Vici – I conquered, as in the famous veni, vidi, vici – is currently on Kickstarter. The fairly light two player battle game has four different types of units – Footmen, Spearmen, Horsemen and Bowmen – that have different special moves and different opposing units they are strong against: Footmen are strong against Spearmen, who are strong against Horsemen who are strong against Footmen again. And everyone kicks Bowmen butt if they get close enough, but Bowmen are the only ranged unit. Battles are resolved with dice, so there is some luck in the game, but deploying the right type of unit against your opponent gives you a definite edge.

New Haven (Image by R&R Games)
New Haven (Image by R&R Games)

R&R Games

New Haven by Kevin Worden and Brian Leet – I know some people who’d kill to have that last name – will be presented to the public at Gen Con. In order to set up your own New England colony, you collect resources by placing tiles on a shared game board which you then use to place building on your own colony board. In a twist to the usual resource gathering in games, your leftovers at the end of the turn do not stay with you, or evaporate, but go to the next player to use in his own construction. That should stop you from being too greedy.
Unlike most games involving pirates, Plunder is a deduction game. For a change you won’t be cutting throats to steal other pirates’ booty. Instead, you have to figure out the three landmarks that mark the spot and find the treasure peacefully.
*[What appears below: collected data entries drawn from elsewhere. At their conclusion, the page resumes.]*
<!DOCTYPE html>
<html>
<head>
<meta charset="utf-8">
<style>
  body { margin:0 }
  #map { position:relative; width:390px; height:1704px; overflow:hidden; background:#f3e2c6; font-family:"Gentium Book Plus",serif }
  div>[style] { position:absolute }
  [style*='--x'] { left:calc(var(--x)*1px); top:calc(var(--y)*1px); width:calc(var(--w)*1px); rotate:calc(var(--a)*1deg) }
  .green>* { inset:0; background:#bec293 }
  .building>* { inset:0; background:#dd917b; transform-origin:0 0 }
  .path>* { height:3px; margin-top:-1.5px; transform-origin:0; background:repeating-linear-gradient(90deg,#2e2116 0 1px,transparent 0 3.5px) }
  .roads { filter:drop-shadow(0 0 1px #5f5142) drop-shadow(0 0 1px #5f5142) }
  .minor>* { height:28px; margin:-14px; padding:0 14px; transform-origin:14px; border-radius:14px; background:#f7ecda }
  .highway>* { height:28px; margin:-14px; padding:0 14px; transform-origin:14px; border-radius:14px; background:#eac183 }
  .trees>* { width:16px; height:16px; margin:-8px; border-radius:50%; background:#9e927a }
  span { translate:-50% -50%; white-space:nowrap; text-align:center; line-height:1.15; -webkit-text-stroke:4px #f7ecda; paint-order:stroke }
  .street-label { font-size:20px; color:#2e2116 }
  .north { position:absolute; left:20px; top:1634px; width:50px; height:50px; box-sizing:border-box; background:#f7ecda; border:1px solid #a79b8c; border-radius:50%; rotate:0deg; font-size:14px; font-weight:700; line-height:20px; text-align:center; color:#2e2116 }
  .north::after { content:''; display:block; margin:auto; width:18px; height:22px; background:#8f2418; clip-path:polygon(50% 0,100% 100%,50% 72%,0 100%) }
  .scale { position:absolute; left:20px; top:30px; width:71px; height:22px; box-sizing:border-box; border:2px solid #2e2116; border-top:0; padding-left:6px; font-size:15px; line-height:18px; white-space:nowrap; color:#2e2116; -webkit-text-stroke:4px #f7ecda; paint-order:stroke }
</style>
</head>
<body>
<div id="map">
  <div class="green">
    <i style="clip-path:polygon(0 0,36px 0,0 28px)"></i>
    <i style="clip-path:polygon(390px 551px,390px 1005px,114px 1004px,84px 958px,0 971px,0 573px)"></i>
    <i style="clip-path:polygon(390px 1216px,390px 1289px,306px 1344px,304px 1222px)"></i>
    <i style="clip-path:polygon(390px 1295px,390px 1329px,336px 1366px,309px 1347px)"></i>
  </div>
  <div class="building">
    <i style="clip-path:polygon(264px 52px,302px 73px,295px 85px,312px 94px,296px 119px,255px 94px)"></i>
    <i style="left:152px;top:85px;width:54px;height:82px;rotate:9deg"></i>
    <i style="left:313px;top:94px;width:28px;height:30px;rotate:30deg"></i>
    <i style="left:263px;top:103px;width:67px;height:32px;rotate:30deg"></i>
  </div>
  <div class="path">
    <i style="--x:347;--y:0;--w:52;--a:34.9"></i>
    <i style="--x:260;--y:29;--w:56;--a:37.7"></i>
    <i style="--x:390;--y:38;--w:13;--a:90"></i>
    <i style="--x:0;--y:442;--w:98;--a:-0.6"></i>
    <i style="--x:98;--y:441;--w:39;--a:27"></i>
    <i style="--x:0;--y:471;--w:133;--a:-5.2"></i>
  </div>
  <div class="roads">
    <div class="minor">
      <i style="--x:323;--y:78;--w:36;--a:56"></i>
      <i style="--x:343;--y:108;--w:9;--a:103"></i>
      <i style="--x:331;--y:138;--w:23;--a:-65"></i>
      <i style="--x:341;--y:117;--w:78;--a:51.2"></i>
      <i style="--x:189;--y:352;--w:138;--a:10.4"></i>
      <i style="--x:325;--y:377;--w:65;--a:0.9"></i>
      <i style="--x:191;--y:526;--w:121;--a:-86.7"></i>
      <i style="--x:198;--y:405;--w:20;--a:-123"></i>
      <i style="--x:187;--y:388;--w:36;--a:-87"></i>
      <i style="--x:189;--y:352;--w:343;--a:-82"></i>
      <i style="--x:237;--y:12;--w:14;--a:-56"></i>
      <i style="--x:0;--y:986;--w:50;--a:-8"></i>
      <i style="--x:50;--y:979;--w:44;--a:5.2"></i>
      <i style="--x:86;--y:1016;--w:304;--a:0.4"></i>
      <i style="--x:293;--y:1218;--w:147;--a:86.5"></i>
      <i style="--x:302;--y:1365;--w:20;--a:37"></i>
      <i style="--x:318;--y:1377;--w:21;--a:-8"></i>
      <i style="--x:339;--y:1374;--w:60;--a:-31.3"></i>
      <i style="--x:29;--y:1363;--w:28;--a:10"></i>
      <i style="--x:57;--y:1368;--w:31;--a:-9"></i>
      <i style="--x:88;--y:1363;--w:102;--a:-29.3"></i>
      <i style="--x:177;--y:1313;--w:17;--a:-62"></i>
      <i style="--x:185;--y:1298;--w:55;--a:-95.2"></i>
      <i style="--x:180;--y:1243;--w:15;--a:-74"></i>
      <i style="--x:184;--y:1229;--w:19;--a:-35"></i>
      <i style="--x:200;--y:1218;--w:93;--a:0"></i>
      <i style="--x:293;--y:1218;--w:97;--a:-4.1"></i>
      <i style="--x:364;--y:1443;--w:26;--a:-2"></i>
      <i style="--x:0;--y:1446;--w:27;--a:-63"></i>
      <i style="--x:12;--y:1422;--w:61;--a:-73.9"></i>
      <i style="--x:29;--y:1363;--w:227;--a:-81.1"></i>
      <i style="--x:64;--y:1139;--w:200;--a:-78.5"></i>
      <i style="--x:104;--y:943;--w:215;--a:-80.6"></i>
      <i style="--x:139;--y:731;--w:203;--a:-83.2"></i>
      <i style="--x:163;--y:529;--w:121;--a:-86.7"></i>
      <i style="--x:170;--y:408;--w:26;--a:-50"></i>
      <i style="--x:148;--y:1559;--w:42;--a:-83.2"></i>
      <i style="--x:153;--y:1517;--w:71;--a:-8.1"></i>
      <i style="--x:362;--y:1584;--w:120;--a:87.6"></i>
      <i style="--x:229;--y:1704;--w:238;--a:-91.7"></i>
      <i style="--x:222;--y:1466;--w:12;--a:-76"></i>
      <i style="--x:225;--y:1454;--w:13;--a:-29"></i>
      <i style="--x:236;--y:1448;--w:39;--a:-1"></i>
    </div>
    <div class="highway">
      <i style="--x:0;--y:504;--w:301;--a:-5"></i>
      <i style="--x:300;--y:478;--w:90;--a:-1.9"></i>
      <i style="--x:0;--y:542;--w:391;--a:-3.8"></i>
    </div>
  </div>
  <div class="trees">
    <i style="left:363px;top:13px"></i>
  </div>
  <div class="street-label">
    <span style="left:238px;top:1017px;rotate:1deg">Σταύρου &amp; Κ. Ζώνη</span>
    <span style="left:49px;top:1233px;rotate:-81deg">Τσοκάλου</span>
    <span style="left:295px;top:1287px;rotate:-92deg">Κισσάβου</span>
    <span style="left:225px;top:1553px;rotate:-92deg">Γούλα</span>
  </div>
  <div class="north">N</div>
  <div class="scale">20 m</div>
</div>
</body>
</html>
Winner is whoever collects the most booty while protecting their own treasure.

Treefrog Games

The rules and a detailed description of A Study in Emerald are now online on Treefrog Games’ website. The game is based on Neil Gaiman’s short story of the same name where the Great Old Ones have awoken and are now ruling the world, but not so different from regular royalty and dictators. Nevertheless, some people want to get rid of them and so some players are with the Restorationists while others belong to the Loyalists and try to protect the royalty. Both sides use deck-building, agents and assassination to help their side win. There may be no trains or industry in the game, but going by the rules A Study in Emerald is one of the more intricate games by Martin Wallace, I’m most definitely looking forward to this one.

Pegasus Spiele

BAM! is a new party game in the tradition of The World as I see it and Cards against Humanity. But more family friendly than the latter one, because there is no way not to be. One player reveals a card that has a missing word, here replaced by a “BAM!”, the other players play word cards to fill that gap, the original player decides on the funniest to pick a winner. For example: “Luke, I am your BAM!” – “Lunch break sex”. Like its predecessors, it’s not much of a game, you don’t really play to win. But with the right crowd it’s a lot of fun.

The photo of the week was taken by Baptiste Lafontaine in the Banc d’Arguin National Park of Mauritania. The photo shows the coastal part of the national park, but it’s unique for it’s stark contrast between the coastal area and the desert that starts pretty much next to the sea, not at all a common environment or ecosystem. (Photo license: CC-BY-SA. Thanks a lot, Baptiste!)